* _Description of the task_: Say how many lines in the entries below mention "hidden", with no other words.

Collected data entries
---*---
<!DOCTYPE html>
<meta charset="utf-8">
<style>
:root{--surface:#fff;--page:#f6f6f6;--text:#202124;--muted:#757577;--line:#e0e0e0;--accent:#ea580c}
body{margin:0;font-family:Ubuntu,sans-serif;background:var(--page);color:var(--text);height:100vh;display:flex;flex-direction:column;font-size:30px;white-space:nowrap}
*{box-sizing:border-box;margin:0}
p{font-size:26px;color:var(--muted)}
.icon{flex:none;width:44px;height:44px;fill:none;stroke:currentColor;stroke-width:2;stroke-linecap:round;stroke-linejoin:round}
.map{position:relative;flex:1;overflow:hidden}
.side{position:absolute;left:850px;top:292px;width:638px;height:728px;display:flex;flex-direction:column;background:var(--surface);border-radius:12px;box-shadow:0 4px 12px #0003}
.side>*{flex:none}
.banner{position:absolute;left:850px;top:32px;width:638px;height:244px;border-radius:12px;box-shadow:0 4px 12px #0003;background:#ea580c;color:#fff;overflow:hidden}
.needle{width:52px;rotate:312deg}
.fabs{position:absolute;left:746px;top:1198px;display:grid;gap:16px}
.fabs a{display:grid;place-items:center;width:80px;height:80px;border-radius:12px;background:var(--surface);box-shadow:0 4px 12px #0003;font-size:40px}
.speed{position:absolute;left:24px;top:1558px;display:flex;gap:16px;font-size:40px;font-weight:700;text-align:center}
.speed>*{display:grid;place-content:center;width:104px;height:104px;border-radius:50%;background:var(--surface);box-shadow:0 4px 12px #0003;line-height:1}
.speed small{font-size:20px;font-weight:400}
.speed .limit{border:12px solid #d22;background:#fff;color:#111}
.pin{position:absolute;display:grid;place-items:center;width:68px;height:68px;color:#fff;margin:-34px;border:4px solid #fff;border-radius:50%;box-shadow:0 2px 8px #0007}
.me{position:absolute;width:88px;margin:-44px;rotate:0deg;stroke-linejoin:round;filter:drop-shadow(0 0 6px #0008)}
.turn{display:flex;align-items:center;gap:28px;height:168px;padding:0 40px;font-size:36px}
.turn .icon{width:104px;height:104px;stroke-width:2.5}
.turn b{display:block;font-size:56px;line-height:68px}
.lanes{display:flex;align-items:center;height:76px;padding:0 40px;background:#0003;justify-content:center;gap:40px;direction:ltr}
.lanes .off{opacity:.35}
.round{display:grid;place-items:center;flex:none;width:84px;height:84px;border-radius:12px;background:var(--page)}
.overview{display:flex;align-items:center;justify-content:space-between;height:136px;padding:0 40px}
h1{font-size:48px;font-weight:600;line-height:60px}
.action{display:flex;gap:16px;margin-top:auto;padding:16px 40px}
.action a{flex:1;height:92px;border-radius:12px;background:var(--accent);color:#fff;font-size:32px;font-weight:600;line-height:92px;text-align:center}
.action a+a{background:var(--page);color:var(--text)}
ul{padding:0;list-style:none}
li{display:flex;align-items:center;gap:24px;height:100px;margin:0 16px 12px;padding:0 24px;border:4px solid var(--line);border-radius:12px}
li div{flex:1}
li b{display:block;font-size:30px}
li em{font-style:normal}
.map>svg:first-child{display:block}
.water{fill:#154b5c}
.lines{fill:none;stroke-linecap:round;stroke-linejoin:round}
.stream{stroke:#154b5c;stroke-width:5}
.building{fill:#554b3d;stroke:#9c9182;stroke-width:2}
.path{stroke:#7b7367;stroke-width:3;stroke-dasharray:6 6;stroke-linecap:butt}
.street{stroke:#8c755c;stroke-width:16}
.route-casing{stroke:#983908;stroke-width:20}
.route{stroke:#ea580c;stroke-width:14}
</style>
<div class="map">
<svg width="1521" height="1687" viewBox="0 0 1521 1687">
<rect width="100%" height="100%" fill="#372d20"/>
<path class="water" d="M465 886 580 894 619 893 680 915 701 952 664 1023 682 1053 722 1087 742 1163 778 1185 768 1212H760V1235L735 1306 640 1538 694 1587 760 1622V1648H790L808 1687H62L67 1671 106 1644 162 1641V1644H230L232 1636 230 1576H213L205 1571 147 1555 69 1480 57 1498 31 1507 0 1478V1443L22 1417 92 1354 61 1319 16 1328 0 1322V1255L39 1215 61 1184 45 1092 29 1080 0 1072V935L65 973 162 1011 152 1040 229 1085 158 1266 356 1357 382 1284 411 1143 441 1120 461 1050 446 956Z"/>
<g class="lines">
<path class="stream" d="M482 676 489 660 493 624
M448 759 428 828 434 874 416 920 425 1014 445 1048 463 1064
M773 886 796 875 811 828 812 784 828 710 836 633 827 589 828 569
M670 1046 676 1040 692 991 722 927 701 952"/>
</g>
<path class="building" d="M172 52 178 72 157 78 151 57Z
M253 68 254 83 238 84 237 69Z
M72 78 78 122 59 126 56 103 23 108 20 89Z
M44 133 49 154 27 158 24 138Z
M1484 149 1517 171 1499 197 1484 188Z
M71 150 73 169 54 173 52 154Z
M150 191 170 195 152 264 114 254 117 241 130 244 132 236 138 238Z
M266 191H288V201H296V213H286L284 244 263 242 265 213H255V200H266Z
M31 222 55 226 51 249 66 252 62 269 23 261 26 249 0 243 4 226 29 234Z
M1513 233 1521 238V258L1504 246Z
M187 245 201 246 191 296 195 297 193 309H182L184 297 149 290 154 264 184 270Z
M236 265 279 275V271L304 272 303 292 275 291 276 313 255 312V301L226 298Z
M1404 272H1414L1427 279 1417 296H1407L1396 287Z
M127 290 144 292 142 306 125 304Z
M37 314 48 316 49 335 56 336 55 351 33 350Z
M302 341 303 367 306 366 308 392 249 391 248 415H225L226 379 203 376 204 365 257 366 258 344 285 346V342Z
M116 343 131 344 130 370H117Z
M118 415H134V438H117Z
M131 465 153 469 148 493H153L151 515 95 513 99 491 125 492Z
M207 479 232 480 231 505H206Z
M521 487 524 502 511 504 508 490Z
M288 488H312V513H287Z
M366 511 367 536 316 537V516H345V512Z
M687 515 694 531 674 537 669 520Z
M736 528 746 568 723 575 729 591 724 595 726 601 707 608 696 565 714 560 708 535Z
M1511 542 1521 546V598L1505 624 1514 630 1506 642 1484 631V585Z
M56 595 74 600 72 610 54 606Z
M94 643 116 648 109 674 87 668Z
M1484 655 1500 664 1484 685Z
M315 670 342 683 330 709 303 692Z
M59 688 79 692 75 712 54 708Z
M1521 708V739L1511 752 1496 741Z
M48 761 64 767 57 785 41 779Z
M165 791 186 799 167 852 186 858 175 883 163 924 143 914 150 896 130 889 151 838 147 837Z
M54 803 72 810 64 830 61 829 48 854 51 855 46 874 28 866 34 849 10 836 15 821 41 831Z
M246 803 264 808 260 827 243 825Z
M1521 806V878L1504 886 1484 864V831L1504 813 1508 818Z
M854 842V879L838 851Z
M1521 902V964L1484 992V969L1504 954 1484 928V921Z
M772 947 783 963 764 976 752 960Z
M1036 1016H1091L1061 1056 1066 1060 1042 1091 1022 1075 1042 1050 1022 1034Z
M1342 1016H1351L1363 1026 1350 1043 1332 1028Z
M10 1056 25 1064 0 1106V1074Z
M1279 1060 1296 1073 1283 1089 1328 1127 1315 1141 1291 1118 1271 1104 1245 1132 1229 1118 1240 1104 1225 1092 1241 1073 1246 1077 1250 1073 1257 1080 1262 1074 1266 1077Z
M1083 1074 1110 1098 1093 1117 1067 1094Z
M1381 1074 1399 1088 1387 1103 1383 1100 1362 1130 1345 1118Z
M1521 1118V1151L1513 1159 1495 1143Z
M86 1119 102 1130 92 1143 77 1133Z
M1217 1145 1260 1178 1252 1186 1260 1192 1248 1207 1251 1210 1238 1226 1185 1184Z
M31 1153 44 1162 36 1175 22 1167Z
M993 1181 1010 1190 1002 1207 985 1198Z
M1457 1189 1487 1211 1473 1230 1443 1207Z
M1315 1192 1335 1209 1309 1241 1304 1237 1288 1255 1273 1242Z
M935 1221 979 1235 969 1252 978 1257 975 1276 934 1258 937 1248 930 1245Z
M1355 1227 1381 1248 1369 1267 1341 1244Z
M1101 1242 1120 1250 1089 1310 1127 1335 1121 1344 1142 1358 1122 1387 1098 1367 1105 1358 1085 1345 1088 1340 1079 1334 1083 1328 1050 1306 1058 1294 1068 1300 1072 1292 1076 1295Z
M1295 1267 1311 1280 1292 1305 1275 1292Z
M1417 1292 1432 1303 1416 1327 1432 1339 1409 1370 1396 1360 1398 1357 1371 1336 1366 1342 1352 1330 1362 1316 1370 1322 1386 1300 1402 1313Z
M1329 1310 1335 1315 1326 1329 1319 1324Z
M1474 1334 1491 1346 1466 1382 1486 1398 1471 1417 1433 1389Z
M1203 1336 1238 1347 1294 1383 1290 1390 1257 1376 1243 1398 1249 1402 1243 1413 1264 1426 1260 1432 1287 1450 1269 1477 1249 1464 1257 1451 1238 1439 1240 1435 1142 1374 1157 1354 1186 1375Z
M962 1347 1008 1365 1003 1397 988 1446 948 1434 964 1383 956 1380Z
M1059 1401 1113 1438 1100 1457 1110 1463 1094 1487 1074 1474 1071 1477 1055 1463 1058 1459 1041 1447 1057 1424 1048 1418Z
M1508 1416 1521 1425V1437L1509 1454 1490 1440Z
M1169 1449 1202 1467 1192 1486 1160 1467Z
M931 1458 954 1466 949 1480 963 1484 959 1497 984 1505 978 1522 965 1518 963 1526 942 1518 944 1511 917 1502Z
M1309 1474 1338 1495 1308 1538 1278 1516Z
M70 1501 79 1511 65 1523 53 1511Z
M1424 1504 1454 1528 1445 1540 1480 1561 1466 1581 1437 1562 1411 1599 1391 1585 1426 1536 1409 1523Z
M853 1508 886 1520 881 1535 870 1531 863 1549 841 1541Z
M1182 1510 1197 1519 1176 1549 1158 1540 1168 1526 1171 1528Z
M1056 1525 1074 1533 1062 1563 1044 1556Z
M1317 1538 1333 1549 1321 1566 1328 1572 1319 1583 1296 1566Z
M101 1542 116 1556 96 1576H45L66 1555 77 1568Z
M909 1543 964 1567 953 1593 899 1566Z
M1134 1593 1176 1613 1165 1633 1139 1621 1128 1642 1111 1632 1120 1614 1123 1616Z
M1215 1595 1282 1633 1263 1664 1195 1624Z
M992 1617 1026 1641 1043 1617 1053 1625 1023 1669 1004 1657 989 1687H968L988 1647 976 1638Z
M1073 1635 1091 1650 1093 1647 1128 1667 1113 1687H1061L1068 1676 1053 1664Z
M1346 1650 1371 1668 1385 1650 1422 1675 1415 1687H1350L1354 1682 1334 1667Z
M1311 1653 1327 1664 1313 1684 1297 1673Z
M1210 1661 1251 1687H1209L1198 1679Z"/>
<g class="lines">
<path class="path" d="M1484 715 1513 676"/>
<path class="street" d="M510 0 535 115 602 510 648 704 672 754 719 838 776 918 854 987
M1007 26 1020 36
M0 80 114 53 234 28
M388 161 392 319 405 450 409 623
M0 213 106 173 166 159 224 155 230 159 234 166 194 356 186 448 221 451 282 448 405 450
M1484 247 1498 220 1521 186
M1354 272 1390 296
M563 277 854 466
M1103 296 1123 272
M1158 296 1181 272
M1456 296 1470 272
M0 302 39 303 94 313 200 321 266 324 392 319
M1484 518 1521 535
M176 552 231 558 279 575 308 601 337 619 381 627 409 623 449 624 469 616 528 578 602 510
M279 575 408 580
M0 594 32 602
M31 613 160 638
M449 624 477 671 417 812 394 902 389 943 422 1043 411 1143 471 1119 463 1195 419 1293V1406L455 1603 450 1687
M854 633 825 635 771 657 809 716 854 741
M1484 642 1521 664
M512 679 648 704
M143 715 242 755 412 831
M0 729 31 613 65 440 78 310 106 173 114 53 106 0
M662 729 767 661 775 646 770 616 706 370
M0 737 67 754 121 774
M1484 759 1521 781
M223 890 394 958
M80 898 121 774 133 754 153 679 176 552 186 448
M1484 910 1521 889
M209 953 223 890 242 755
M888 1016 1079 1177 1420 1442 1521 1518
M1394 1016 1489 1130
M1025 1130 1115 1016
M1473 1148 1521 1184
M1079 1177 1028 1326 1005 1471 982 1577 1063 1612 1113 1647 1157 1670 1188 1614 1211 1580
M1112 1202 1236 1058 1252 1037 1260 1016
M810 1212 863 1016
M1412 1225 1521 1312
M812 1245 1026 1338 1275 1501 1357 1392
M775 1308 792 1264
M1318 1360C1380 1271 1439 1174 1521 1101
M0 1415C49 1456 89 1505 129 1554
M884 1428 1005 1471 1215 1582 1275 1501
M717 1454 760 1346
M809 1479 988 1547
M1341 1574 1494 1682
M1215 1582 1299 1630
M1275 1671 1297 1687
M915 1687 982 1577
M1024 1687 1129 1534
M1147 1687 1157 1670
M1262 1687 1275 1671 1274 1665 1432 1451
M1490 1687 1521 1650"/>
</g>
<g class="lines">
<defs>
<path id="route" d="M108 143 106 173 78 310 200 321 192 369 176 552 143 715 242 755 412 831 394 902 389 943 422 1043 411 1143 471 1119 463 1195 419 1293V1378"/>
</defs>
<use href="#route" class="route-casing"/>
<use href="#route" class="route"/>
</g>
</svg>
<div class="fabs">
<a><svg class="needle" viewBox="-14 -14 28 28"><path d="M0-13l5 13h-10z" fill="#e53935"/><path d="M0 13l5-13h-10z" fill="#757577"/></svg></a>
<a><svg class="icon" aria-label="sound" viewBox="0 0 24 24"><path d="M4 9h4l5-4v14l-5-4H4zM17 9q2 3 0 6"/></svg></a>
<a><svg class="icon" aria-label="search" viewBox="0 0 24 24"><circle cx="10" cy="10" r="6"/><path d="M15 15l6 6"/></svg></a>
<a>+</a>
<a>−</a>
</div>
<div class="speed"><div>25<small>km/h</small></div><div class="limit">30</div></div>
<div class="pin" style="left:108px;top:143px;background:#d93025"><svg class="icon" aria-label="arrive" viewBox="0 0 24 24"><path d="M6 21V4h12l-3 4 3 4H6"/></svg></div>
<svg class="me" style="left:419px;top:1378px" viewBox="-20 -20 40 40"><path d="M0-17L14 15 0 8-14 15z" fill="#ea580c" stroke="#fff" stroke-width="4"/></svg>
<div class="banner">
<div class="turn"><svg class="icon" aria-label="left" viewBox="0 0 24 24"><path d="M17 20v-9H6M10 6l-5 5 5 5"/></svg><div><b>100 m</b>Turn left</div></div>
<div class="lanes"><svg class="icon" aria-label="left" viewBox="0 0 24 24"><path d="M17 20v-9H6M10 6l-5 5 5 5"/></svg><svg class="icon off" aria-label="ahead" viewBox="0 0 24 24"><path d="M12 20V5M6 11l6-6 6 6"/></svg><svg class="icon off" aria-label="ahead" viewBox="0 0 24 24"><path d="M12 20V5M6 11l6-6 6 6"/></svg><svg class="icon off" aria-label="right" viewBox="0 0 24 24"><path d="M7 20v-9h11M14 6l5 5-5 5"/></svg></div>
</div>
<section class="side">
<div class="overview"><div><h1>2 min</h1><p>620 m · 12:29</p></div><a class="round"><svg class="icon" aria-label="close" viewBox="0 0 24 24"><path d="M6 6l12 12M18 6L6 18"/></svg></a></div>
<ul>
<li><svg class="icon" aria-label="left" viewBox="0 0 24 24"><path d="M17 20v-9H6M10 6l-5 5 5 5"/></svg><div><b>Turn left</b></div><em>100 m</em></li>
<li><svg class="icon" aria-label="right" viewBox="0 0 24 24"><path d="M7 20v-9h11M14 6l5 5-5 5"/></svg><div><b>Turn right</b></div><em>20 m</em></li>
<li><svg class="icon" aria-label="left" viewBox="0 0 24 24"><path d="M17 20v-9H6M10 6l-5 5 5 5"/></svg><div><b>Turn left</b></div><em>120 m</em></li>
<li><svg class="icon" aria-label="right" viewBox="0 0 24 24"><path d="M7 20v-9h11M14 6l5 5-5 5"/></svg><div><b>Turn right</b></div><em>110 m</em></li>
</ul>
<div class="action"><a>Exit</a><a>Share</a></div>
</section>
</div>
---*---
* _Written answer_: 2